##### Given data

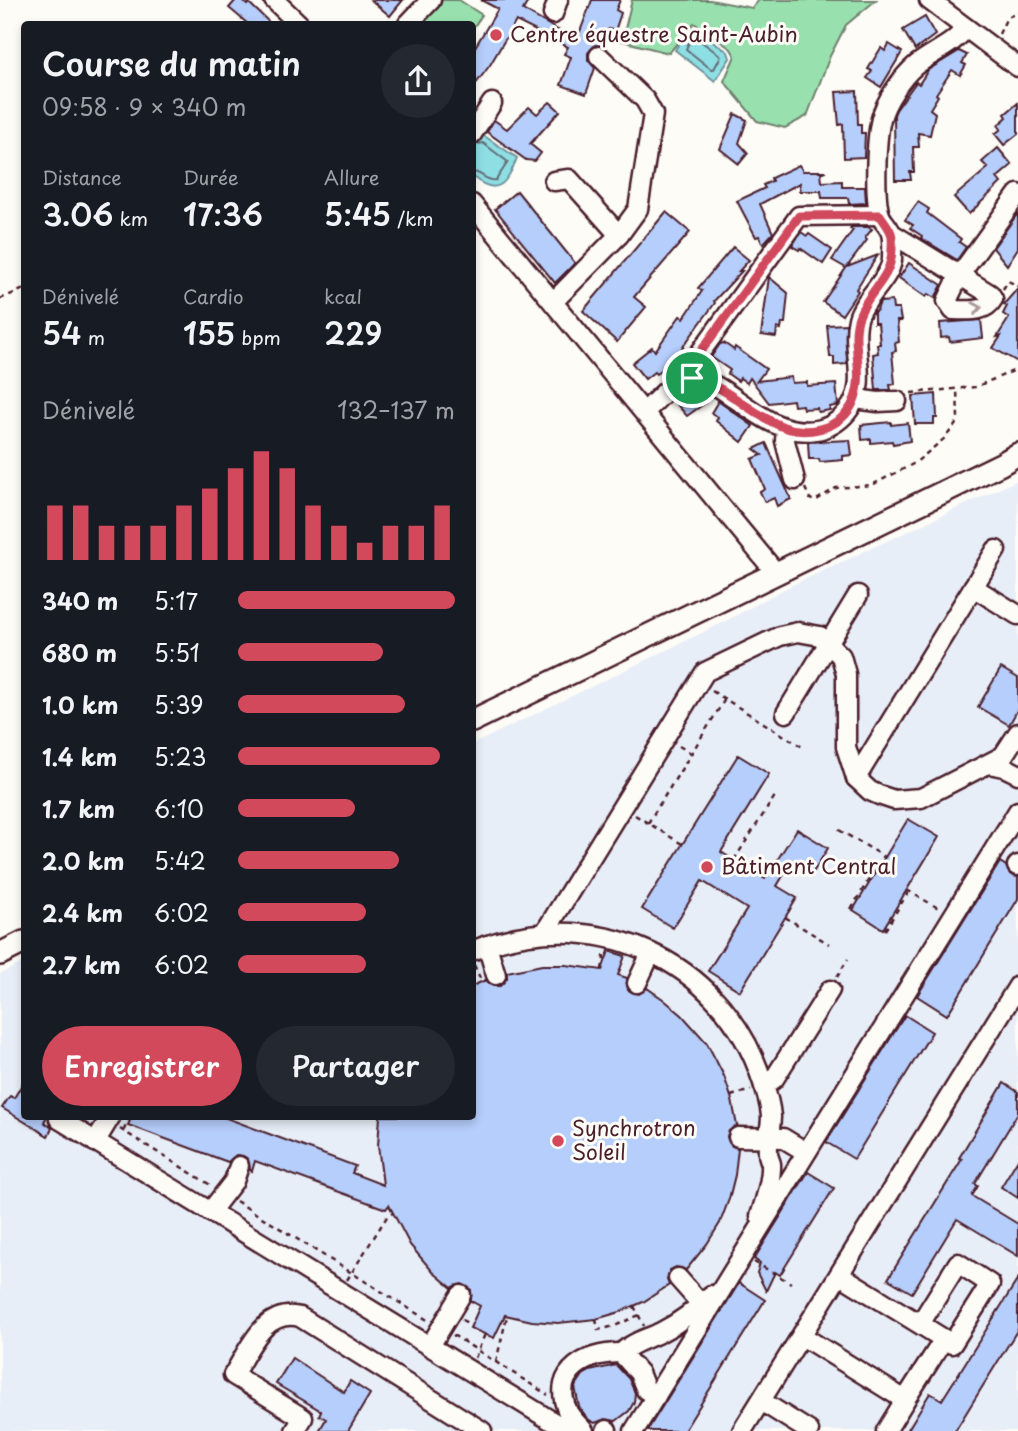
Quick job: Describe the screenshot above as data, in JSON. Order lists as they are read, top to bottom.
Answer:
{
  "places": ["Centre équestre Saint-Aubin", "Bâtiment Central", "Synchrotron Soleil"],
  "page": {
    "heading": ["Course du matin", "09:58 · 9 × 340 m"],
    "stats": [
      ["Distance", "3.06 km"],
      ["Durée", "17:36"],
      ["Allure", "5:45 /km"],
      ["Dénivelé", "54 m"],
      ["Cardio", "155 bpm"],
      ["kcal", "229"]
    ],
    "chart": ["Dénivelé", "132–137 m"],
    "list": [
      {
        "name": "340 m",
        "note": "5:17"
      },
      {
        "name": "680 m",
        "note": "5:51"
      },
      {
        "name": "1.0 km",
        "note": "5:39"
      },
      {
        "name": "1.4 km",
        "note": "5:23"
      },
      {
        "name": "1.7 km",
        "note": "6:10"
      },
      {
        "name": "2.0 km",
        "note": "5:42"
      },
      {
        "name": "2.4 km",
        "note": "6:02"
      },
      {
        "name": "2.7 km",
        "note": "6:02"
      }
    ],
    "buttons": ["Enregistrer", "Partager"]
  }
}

##########

#### What you need to do:
Determine how many lines in the records above have the string "note". Only the number should be returned.

#### Your response:
8